For Bain, guessing the cartoon bubble in the head of an investigator—especially in an age of online banking and digital tax filings—does not demand a burst of Einsteinian intellect. Rather, Bain expects, the thought is something like Somebody should be able to figure out how to get the data from there to there without me having to key it in.
Vendors are getting into the mix. When we spoke to Bain this week, he was in the bowels of a Chicago hotel, huddled with 300 or so IT types from the EHR industry. But among the throng were three pioneers from the EDC world: Outcome, Phoenix Data Systems and Nextrials. All were connecting their systems to the EHR universe. “The EDC systems that are forward-looking are looking at this as a new business model,” says Bain. “They want to be in this first.” The two top EDC firms, Bain says, are also considering such efforts.
Providers of EHR systems have a clear motivation. “It offers them a way to help customers do clinical research without them having to develop everything that an EDC system has,” Bain notes.
This reporter had mistakenly anticipated an epic, Darwinian showdown between the EDC and EHR vendor titans. Given how much larger the EHR companies are than the EDC suppliers, it wasn’t hard to imagine the ending of that drama. Except it’s far from how Bain sees the landscape.
He feels EDC companies will survive and cooperate. Bain says that “EDC” is a misnomer, and underemphasizes the work that the EDC vendor community does in converting a complex scientific protocol into a database and research instrument for a regulated industry. Even with the convergence that is on the horizon, Bain thinks there will be plenty of work for both EHR and EDC firms.
And for sponsors? Lilly’s been working with him for a while. Pfizer had been thinking about how to improve spontaneous adverse event reporting. The company heard one of his presentations and recognized that the CDISC technology could be a part of a new project. So Pfizer plugged the CDISC linkage tool into a project with a homegrown EHR in the Boston-based Partners HealthCare network.
Some sponsors see the EHR-EDC convergence as a way to do more than pay lip service to the concerns of the investigator community. “Sites are busy,” says Bain. “Their fundamental reason for existence is patient care.

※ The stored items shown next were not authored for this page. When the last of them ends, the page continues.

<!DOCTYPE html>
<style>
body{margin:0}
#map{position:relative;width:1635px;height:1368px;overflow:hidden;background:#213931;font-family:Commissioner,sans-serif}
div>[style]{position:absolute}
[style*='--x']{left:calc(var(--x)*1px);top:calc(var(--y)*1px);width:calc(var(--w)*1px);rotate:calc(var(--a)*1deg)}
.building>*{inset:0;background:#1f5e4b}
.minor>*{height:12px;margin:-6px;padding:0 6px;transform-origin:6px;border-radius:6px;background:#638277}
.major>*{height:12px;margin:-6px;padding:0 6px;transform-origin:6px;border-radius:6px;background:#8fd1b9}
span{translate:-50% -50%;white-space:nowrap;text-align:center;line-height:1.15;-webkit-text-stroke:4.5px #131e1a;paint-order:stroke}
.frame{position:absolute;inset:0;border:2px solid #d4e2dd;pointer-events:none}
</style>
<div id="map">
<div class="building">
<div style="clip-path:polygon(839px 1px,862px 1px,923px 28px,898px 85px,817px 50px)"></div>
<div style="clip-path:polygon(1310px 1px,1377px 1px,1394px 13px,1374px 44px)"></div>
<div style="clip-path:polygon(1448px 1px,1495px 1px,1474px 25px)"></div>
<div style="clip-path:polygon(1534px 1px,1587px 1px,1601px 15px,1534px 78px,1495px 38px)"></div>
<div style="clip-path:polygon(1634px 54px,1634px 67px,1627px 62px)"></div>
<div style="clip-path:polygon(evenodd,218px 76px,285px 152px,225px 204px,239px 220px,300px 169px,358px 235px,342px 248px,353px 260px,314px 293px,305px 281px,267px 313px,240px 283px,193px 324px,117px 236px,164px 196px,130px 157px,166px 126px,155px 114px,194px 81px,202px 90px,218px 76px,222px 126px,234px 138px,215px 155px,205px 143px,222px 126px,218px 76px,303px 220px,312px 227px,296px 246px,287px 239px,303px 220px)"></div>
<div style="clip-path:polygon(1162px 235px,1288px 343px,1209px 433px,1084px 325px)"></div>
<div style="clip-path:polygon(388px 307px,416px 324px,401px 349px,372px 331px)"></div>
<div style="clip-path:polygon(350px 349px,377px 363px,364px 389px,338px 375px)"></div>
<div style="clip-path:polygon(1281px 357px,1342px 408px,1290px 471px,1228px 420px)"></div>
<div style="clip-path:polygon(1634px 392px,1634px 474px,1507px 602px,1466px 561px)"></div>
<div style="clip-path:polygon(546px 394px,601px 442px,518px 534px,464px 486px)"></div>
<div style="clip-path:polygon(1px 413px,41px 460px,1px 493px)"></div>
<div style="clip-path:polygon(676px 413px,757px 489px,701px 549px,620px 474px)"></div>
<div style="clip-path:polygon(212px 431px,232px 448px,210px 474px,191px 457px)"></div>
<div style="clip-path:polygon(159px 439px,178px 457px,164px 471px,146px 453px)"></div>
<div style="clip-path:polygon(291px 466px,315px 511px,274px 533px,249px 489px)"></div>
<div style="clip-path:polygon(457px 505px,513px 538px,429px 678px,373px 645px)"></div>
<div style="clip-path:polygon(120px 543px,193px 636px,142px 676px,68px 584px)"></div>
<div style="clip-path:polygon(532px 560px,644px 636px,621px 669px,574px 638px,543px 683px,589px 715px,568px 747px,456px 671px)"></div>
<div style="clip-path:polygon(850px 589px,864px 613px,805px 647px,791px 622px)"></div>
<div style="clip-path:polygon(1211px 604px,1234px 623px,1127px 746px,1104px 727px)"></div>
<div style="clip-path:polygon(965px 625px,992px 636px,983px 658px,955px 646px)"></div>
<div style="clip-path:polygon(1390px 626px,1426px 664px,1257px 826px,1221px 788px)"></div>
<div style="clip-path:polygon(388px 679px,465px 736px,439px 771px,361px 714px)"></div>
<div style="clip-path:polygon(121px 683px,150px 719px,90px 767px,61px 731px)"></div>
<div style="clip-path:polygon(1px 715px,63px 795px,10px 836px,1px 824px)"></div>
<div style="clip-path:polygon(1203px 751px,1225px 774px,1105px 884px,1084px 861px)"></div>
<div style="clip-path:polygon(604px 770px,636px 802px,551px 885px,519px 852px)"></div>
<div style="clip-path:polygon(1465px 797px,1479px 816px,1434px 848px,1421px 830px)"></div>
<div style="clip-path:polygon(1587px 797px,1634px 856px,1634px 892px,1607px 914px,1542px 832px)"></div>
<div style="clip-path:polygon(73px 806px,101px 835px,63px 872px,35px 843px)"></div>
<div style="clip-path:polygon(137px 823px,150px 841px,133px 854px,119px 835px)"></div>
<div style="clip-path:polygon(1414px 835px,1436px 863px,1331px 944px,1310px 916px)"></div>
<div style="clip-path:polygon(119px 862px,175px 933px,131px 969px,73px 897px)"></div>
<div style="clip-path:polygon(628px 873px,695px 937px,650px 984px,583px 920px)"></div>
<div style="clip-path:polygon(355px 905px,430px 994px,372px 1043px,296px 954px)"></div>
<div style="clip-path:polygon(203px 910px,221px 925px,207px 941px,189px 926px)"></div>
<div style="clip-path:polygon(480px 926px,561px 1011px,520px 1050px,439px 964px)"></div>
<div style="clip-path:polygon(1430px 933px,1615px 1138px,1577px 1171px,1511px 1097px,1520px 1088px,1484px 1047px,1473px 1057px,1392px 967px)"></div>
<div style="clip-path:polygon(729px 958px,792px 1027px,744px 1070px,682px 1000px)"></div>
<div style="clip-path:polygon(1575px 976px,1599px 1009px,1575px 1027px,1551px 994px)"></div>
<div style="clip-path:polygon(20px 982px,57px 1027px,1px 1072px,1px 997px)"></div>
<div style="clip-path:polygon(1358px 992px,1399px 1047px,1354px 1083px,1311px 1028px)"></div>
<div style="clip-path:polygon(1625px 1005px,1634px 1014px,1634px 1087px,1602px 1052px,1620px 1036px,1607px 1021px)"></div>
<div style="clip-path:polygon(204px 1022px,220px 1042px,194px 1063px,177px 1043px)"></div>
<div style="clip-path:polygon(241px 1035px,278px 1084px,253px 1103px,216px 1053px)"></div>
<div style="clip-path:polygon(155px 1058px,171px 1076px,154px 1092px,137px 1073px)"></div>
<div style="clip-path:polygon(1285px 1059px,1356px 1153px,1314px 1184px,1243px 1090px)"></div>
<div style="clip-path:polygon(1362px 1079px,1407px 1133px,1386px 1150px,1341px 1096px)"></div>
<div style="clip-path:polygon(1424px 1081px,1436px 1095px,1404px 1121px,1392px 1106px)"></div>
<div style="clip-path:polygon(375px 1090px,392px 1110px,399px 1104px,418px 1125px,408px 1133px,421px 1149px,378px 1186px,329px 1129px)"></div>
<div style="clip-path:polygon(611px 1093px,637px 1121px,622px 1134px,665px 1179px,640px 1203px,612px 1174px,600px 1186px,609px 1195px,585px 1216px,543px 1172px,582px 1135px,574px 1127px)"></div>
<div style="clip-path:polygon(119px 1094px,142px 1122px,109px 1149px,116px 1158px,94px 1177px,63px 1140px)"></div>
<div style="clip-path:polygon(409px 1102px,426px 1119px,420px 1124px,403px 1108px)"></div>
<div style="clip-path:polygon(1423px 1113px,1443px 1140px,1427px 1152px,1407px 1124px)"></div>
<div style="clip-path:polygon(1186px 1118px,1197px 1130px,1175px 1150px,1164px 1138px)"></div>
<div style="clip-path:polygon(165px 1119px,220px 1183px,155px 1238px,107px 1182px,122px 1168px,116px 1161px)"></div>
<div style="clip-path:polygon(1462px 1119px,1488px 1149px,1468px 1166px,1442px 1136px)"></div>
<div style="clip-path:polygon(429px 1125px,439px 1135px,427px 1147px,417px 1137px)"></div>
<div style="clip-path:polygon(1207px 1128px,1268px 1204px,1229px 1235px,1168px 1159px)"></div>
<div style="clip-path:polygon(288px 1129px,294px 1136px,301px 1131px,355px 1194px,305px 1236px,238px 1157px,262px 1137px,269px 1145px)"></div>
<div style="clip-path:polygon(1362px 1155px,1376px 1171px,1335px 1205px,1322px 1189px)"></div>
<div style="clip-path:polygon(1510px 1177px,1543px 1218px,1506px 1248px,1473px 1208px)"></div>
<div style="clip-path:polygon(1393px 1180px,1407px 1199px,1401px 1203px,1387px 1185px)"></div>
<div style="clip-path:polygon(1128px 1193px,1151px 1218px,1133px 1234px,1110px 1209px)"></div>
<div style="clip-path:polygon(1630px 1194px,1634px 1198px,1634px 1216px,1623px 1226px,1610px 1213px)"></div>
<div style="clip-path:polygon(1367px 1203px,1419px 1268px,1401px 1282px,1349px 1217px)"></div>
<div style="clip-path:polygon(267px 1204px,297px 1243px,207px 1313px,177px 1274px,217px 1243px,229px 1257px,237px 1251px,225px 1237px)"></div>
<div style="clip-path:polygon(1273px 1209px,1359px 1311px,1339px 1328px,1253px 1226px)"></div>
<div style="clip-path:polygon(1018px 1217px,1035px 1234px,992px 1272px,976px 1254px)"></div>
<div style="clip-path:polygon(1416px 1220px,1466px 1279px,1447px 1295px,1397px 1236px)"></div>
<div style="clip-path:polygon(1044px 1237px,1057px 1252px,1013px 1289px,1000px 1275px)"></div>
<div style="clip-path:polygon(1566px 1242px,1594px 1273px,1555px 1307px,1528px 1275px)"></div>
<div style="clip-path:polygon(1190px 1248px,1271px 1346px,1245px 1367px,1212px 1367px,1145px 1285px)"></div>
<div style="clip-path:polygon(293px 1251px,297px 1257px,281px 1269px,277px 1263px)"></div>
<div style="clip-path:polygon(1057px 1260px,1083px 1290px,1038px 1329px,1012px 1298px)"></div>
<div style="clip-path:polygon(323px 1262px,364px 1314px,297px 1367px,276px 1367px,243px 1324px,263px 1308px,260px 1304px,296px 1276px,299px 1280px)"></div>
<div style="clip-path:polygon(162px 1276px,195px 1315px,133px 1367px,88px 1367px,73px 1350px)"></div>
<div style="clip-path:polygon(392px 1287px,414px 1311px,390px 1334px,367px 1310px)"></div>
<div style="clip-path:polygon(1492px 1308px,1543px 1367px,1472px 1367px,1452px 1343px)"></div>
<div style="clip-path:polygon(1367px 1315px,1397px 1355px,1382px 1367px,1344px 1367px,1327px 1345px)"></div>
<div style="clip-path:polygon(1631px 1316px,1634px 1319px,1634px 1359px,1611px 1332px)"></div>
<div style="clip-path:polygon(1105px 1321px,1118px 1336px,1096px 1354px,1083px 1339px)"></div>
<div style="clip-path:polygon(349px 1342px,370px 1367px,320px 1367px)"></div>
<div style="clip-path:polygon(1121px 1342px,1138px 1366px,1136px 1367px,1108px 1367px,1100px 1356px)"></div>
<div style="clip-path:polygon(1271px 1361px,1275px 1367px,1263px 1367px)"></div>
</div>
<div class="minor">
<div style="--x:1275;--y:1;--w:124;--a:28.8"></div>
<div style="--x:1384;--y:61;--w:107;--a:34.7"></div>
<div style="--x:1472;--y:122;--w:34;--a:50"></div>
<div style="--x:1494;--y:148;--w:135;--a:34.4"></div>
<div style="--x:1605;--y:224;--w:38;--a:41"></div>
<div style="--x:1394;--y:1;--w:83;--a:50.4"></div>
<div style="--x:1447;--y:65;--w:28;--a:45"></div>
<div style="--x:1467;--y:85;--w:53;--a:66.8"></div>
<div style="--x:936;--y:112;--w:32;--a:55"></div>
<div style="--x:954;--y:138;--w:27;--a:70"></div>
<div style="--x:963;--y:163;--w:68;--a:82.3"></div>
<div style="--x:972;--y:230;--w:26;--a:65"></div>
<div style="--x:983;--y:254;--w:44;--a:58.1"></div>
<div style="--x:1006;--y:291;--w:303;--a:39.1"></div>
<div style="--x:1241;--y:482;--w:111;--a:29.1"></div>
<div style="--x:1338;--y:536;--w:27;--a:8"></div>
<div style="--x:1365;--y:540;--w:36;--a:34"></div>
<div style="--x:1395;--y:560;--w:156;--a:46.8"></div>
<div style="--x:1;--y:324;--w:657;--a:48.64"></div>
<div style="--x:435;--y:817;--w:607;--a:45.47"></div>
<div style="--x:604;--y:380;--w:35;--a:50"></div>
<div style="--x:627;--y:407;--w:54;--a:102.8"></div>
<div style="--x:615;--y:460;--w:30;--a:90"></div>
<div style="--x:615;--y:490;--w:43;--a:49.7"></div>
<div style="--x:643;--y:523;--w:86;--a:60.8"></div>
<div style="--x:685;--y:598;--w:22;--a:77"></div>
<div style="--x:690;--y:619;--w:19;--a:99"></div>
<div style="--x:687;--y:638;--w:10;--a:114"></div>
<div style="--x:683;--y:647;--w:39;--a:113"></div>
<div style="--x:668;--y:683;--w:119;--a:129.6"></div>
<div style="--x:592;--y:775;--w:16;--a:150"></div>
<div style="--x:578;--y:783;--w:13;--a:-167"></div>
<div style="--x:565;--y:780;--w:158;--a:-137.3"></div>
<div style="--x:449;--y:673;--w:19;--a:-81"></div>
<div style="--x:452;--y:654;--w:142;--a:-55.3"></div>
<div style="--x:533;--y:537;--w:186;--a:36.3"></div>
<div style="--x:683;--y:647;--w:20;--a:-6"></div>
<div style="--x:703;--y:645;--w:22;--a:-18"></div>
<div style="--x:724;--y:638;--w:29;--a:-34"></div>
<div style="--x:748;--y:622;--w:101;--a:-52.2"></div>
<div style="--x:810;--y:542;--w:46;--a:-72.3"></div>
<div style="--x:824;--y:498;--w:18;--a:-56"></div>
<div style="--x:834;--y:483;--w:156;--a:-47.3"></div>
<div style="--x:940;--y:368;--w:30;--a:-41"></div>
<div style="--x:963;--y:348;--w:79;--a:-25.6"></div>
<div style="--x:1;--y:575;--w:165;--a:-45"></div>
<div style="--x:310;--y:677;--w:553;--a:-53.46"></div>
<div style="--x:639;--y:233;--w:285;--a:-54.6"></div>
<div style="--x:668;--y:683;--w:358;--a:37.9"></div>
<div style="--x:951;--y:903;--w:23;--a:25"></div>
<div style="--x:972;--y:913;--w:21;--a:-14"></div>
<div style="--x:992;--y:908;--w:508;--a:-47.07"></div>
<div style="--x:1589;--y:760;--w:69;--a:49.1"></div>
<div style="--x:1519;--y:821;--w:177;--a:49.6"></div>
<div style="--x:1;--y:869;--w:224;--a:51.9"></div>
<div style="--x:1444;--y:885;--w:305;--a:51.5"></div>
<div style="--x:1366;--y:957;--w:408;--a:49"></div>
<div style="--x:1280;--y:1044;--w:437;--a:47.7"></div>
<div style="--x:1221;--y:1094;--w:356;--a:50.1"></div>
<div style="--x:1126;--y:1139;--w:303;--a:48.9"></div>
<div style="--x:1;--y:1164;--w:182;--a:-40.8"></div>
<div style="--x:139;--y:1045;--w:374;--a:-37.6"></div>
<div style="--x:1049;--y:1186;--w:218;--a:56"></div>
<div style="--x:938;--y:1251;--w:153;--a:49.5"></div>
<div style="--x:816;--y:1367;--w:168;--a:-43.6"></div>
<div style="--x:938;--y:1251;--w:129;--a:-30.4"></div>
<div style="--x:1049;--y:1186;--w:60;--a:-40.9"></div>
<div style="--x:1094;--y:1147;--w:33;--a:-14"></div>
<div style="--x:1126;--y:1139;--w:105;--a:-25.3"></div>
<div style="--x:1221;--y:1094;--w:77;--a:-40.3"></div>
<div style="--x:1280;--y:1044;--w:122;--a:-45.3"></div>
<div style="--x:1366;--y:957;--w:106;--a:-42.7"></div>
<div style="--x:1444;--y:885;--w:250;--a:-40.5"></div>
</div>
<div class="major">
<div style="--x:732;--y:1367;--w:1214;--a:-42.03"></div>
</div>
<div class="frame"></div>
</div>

This improves the sponsor’s ability to get new players into the site and investigator pipeline.”
In another live EHR-EDC project in Georgia, Bain spoke to the investigators who had never participated in industry-sponsored research before. The EDC-EHR combination made the work so easy that their view of such projects changed to .... why not participate?
Bain is the first to say that important improvements remain to be done with the EHR-EDC specifications. A variety of governmental and non-governmental organizations (ANSI, HITSP, IHE and, for all we know, others) are continuing the effort to sync up the two data realms. This recent press release from ANSI names 27 organizations that are helping in its effort to ensure a degree of harmony and interoperability in the EHR community. There are big pharmas, computer companies and nonprofits on the list.
But some of these projects are starting to move forward on their own, without Bain’s active involvement. Could capitalism actually work? It appears so. Through the sheer self-interest of the vendors involved, the train for clinical-trial-friendly EHR systems is leaving the station. It’s clear that the EHR-EDC integrations are serious, if embryonic. Some $19 billion in new federal subsidies for EHR systems will only extend the industry’s reach.
Bain is even optimistic that some of the more cantankerous foes of EDC-EHR linkage are starting to see the bigger picture. “The people who have to loosen up a little bit are the biostatisticians,” he says. He jokes that the phase of the moon or the usage of a No. 2 pencil might not necessarily disqualify data for research. Adds Bain: “They need to relax a little bit and not just assume that because data are sourced out of an EHR, that they are somehow suspect.” The tide is starting to turn, he says.